<<<<
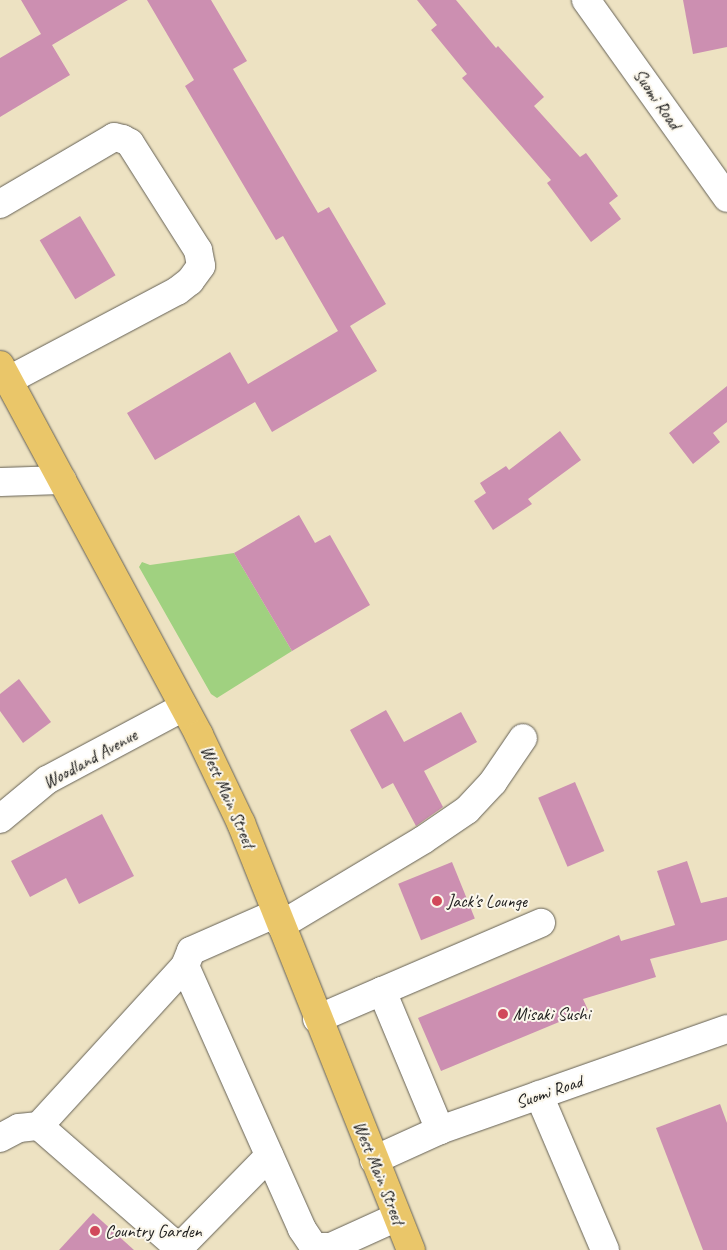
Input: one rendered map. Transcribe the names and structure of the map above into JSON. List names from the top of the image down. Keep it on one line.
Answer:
{"streets":{"main road":["West Main Street"],"street":["Suomi Road","Woodland Avenue"]},"crossings":[["Suomi Road","West Main Street"],["Woodland Avenue","West Main Street"]],"places":["Jack's Lounge","Misaki Sushi","Country Garden"]}
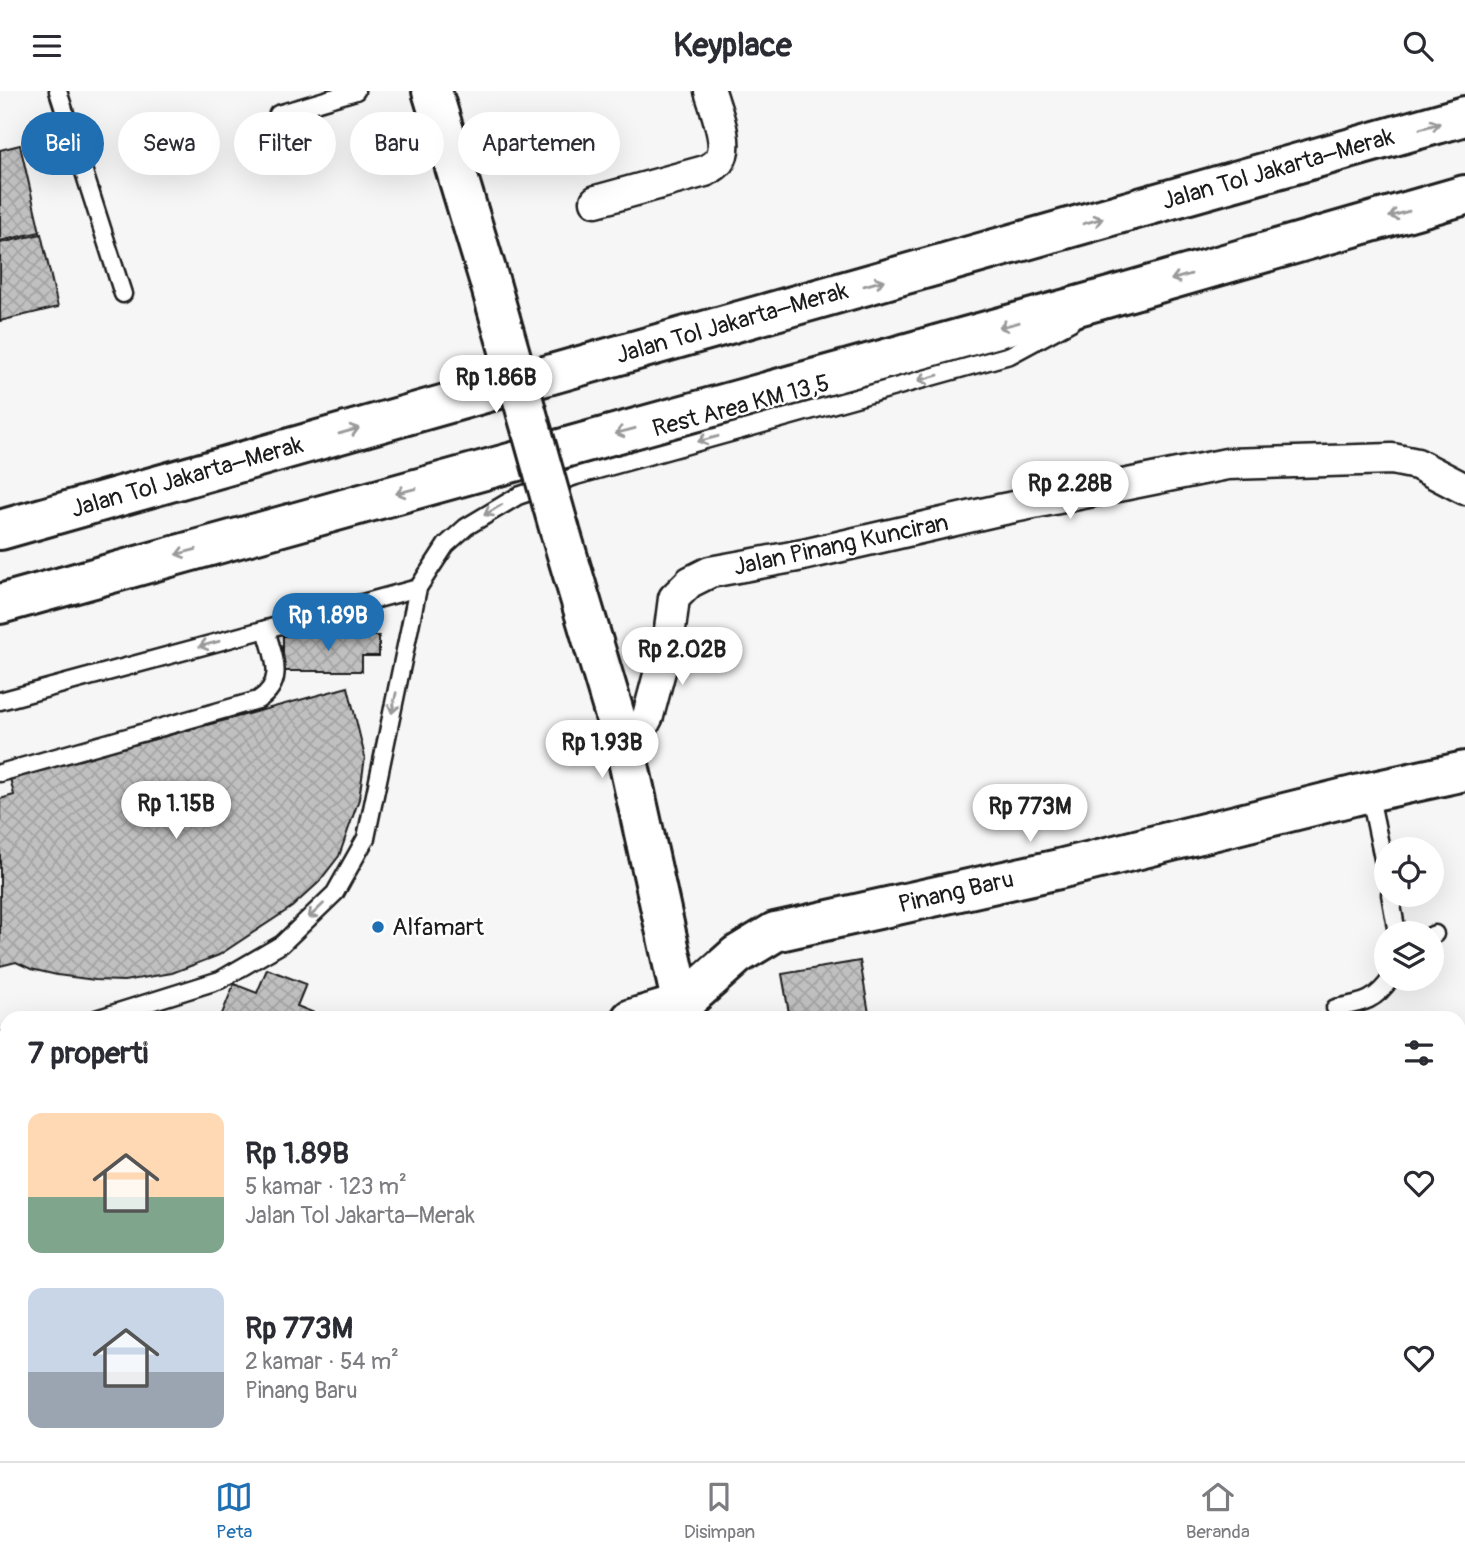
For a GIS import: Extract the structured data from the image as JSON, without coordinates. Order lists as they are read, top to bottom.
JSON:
>>>>
What is the number of lines in the entries above that include the word "JSON"? Answer with that number alone.

# [Answer space]
3